A strong sense of concern filled Truist Park on Monday night when Braves reliever Jacob Webb hit Pillar’s face with a fastball. The wayward pitch, tossed with the bases loaded, put a damper on a 3-1 loss to the Mets, who surrendered just three hits despite losing their own starting pitcher after just three innings.
“That’s about as sickening a thing you can see on a baseball field, when a kid gets hit like that,” Braves manager Brian Snitker said. “I just keep that kid in my prayers. Hopefully everything will work out OK, because this guy is nothing but a pro, the way he handles himself and the way he plays the game.”

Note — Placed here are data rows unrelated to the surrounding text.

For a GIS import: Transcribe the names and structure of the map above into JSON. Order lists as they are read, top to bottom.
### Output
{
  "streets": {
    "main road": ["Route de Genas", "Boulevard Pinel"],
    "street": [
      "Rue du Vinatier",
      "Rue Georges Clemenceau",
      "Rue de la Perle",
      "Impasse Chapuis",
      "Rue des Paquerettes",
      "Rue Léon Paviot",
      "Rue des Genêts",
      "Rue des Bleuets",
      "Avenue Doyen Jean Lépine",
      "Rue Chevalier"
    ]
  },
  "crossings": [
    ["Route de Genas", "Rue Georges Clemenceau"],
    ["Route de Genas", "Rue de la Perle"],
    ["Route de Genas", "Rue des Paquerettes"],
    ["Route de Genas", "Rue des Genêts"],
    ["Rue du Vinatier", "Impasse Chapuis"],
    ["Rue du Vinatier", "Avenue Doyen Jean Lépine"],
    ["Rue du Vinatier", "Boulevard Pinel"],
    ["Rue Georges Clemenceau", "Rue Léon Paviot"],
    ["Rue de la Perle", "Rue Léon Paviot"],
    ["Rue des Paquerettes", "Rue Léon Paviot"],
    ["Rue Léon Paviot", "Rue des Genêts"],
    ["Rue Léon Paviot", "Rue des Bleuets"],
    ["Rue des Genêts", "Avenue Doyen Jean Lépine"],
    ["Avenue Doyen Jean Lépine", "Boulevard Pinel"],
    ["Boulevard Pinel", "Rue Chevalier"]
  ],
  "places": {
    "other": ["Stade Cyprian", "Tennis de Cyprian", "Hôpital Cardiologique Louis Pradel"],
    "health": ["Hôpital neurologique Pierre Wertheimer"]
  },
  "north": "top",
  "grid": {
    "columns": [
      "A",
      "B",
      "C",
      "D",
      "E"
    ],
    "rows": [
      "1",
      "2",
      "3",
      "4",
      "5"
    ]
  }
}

Thoughts and concerns remained with Pillar, who created some reason for optimism when he tweeted, “Scary moment, but I’m doing fine," after undergoing a CT scan at a nearby hospital.
This encouraging update from the Mets outfielder stood as one of the few positive developments experienced by the Braves, who are three games below .500 (19-22) and three games behind first-place New York (19-16). Their bullpen extended its recent woes, and their offense once again proved maddening. Fried’s two-out single in the third inning accounted for the only baserunner Atlanta produced before Austin Riley homered in the eighth against Trevor May.
Acuña returned to the Braves’ lineup for the first time since he twisted his left ankle during Thursday’s loss to the Blue Jays. He went hitless in four at-bats. Acuña's ankle was tested when he fell while overrunning Johneshwy Fargas’ RBI double in the eighth. But he didn’t show any lingering signs of discomfort.
“He’s healthy and good,” Snitker said. “I’m sure they’ll keep wrapping his ankle up every day, but he is fine.”
Injuries have weakened the Braves’ rotation throughout the season. Mike Soroka's return is questionable, and Fried missed three weeks earlier this season with a right hamstring strain. The only consistently dependable starter has been Huascar Ynoa, who broke his right hand when he punched the dugout bench during Sunday’s loss in Milwaukee.
Before Monday’s game, Snitker announced Ynoa will likely miss a few months, and it will be another month before the Braves know whether there’s reason to even hope Soroka might pitch this season. So it certainly wasn’t comforting to see Fried lifted after he allowed Tomás Nido’s leadoff double in the seventh inning.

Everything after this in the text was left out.